* [Material for the task]

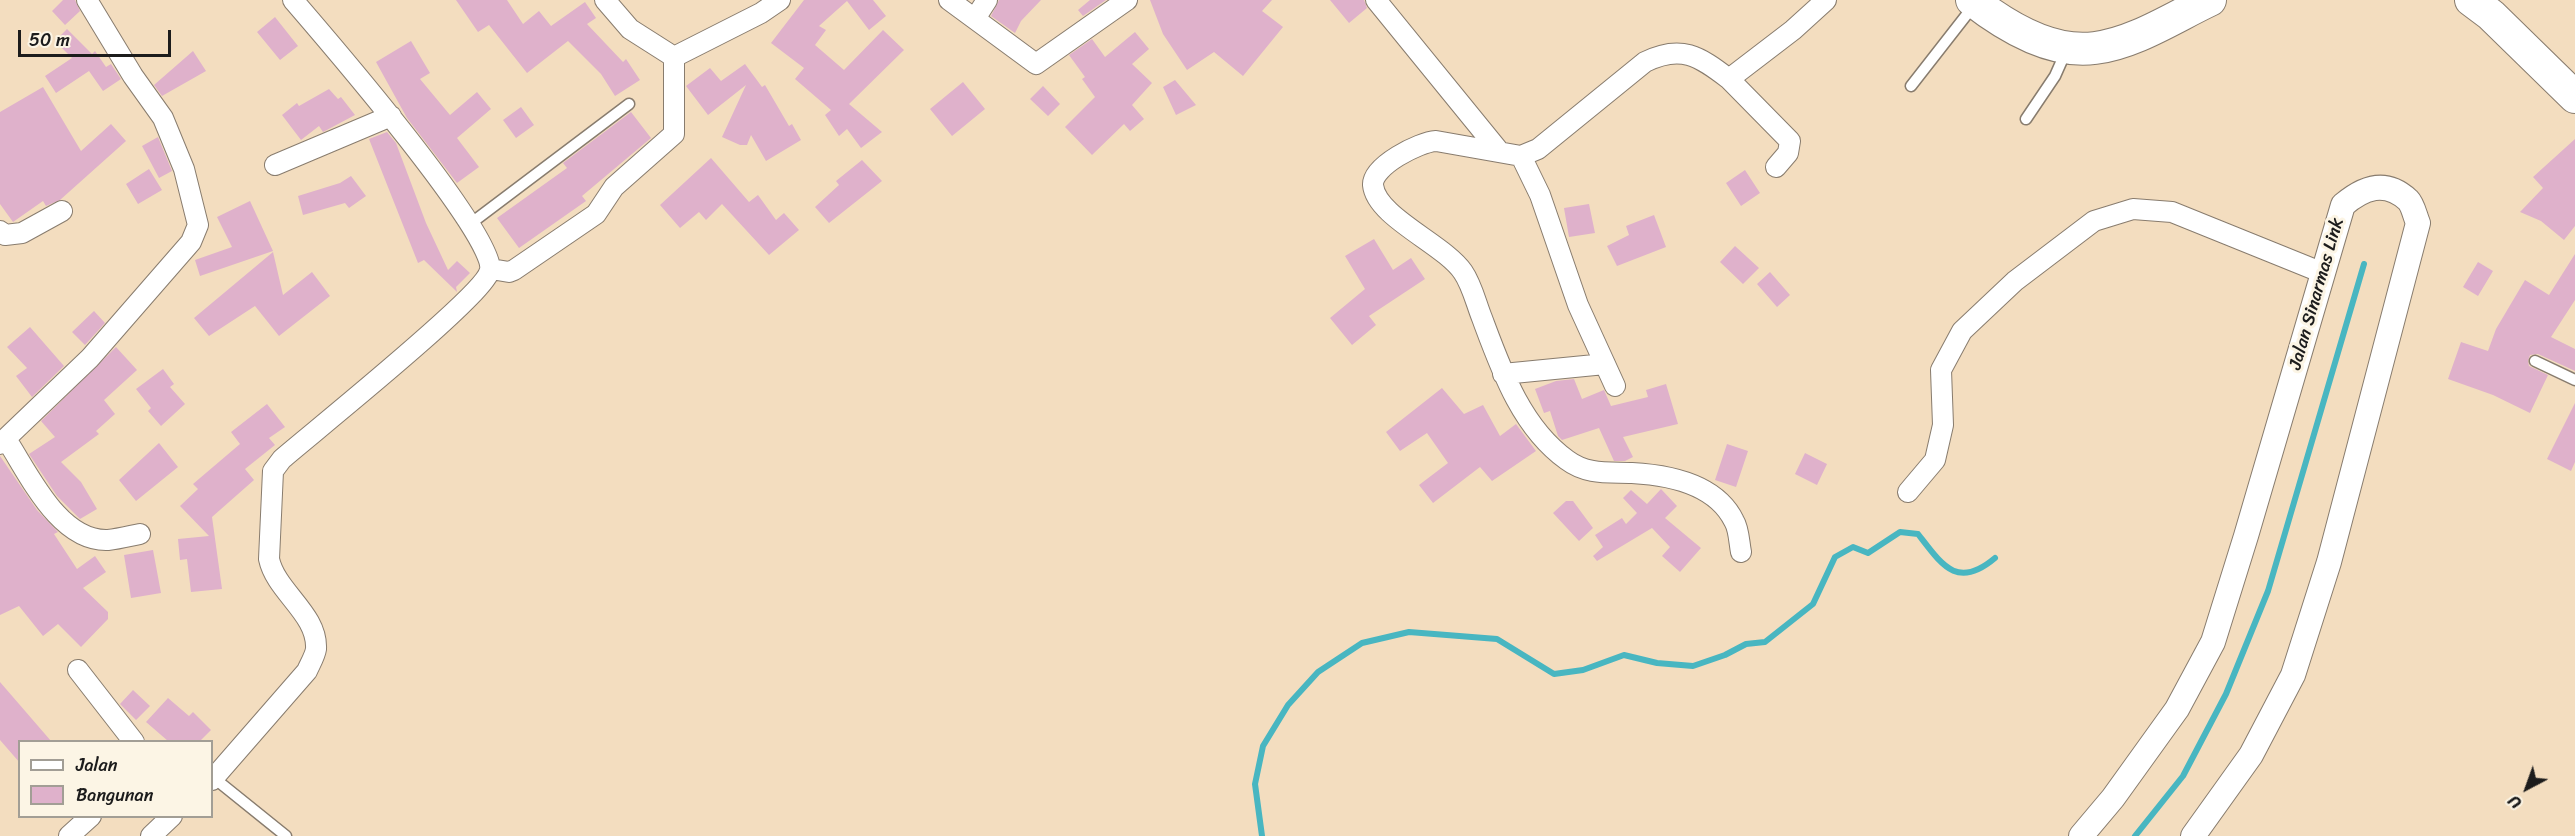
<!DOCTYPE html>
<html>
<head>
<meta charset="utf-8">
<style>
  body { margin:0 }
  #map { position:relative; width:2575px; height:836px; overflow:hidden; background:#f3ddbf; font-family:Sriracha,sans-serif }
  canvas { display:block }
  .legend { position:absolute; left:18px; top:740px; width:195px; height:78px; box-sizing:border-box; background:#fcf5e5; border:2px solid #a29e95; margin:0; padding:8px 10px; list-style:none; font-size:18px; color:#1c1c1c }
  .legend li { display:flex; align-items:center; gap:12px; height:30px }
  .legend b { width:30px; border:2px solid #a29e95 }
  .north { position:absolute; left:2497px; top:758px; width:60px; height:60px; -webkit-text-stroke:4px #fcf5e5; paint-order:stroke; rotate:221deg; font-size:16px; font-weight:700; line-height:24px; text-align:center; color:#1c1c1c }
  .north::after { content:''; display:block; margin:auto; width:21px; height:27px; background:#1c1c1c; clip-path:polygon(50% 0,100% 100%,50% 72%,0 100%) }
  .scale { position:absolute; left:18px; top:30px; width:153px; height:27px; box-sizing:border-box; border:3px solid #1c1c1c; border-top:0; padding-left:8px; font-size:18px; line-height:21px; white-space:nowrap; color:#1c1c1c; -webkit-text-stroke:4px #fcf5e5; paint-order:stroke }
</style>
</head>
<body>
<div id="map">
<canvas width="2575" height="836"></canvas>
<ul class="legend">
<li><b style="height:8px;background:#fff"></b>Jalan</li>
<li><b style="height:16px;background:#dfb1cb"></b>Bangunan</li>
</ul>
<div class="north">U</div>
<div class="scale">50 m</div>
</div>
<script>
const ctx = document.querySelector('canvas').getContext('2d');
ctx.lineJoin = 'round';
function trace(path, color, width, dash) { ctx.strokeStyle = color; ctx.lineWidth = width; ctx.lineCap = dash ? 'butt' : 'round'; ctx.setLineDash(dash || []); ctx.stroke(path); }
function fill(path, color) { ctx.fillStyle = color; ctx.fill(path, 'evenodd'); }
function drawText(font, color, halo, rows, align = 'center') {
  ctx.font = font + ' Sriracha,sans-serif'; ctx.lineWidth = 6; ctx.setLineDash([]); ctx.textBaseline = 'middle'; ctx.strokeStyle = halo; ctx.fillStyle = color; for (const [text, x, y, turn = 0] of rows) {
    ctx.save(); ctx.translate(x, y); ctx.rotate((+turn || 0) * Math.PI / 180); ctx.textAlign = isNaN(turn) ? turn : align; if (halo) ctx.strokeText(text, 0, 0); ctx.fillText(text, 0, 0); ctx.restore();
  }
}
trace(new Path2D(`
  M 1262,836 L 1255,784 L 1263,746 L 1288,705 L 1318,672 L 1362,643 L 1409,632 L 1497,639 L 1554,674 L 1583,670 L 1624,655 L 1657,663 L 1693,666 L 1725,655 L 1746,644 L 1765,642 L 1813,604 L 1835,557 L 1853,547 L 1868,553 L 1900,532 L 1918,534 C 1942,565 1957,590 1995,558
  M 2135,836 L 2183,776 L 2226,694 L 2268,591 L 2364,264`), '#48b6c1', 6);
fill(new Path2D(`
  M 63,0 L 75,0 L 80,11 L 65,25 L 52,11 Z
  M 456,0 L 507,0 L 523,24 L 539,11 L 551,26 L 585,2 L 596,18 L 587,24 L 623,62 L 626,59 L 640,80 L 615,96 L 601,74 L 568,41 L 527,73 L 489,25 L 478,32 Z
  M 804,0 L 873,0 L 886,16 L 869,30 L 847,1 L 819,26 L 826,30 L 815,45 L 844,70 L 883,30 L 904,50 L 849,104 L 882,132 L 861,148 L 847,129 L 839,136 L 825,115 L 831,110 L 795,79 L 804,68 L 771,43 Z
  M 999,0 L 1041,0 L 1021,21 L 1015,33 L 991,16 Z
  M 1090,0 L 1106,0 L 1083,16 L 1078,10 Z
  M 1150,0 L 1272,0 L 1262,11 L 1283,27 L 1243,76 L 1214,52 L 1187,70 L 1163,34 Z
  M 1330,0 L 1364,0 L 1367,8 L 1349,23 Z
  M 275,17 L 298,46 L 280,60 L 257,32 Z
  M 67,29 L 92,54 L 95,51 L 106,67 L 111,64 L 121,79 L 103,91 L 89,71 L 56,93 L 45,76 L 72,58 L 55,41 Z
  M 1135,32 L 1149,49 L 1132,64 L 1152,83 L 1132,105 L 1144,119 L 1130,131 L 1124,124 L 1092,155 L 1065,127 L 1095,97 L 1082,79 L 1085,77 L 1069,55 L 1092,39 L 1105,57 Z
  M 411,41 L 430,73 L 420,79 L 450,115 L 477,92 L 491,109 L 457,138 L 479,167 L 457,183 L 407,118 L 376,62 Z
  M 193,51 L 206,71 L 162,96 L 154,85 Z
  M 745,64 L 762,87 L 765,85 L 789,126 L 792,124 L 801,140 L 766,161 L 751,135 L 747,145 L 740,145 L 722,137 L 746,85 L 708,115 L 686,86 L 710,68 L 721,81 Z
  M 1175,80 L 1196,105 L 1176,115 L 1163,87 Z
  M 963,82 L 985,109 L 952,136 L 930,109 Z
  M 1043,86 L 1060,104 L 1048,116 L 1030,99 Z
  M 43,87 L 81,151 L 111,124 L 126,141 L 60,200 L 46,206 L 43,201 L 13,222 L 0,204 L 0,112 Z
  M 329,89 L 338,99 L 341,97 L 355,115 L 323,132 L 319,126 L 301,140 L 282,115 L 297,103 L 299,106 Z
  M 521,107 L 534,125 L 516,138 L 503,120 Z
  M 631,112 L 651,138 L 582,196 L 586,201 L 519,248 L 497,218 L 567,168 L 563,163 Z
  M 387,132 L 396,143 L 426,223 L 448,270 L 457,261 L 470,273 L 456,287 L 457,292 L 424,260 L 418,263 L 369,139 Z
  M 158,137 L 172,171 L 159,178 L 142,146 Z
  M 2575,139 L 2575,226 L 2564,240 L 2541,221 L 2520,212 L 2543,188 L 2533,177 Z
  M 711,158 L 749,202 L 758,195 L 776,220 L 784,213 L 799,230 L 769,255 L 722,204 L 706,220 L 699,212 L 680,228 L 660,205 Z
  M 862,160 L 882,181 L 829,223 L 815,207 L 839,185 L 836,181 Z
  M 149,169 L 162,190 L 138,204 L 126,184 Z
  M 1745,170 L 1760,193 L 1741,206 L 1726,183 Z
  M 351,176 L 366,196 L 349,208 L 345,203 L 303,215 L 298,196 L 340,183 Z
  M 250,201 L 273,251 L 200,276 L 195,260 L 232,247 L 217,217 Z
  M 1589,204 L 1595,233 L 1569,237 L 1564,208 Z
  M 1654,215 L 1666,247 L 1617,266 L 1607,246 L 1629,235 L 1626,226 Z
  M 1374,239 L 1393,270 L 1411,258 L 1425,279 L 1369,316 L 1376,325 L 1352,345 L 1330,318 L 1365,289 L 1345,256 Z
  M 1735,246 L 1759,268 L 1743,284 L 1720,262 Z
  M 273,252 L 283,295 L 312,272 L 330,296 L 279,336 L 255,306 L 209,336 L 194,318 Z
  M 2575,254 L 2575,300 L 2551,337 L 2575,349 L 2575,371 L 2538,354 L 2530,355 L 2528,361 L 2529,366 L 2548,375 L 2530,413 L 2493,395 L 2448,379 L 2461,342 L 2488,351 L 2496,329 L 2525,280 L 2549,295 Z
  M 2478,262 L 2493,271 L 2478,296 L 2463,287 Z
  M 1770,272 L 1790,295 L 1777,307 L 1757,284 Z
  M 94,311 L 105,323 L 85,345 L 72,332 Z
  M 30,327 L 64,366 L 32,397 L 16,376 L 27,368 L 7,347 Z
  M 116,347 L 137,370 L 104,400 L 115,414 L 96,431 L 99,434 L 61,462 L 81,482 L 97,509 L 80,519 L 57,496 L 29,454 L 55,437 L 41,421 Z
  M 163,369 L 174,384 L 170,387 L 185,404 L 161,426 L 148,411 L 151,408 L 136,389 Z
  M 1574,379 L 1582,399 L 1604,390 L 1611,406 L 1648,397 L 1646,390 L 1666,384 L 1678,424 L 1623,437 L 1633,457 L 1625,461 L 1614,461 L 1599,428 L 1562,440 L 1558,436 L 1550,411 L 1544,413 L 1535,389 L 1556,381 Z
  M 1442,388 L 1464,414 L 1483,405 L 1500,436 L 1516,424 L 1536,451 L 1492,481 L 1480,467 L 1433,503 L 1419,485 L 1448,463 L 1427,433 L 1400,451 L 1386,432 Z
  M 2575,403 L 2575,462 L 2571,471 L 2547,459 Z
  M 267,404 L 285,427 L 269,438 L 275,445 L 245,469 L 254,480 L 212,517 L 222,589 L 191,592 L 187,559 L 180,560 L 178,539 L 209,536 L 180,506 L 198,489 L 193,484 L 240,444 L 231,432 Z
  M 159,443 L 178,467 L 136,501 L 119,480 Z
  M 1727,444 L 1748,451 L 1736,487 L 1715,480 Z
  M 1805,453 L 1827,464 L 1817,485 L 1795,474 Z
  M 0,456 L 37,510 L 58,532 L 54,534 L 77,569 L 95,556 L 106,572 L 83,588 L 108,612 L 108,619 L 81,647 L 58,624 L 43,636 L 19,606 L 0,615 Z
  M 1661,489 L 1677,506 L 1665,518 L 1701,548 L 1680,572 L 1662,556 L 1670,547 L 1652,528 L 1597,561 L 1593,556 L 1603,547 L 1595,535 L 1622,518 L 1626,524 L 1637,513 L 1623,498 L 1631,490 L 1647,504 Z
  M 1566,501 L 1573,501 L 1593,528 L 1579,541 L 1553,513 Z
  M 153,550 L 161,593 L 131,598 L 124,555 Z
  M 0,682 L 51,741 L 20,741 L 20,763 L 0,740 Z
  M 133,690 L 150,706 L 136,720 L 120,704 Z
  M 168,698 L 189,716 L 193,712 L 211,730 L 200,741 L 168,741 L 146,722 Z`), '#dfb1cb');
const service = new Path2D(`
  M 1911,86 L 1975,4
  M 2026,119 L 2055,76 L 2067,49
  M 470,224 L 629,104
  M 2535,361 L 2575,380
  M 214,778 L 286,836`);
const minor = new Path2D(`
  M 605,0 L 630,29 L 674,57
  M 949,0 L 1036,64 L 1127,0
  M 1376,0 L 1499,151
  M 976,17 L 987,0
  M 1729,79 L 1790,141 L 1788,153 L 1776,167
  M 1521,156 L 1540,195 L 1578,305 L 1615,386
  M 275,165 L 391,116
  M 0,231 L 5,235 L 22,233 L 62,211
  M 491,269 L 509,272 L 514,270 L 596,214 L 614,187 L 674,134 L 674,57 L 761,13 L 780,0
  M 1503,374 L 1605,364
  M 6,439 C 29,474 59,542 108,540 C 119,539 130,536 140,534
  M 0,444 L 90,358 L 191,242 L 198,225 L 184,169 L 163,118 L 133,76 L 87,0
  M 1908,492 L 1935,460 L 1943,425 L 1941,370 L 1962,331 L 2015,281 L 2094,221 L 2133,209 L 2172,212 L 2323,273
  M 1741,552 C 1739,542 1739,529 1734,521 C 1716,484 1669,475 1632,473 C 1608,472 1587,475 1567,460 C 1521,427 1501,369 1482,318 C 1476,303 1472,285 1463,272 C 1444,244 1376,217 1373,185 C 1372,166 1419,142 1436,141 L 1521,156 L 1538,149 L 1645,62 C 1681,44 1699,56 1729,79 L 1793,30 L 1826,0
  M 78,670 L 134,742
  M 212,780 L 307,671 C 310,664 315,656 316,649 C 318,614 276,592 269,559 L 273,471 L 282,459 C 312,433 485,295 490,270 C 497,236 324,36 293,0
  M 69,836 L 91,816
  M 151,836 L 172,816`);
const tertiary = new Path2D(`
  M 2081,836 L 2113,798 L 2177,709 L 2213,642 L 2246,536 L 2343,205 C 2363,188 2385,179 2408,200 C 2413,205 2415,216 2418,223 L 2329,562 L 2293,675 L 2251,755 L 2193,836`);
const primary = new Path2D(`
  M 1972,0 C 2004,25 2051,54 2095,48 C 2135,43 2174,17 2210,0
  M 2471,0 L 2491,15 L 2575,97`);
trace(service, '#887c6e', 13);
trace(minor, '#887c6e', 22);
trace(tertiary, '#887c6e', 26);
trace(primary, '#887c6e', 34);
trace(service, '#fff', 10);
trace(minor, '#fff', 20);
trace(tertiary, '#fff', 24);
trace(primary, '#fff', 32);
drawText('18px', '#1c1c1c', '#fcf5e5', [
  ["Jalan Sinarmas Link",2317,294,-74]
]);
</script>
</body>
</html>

* [Task description] Looking back over the data above, restate word for word the lines that begin at the line with "const ctx = document.querySelector('canvas').getContext('2d');" and end at the line with "ctx.font = font", inclusive.

* [Your response]
const ctx = document.querySelector('canvas').getContext('2d');
ctx.lineJoin = 'round';
function trace(path, color, width, dash) { ctx.strokeStyle = color; ctx.lineWidth = width; ctx.lineCap = dash ? 'butt' : 'round'; ctx.setLineDash(dash || []); ctx.stroke(path); }
function fill(path, color) { ctx.fillStyle = color; ctx.fill(path, 'evenodd'); }
function drawText(font, color, halo, rows, align = 'center') {
  ctx.font = font + ' Sriracha,sans-serif'; ctx.lineWidth = 6; ctx.setLineDash([]); ctx.textBaseline = 'middle'; ctx.strokeStyle = halo; ctx.fillStyle = color; for (const [text, x, y, turn = 0] of rows) {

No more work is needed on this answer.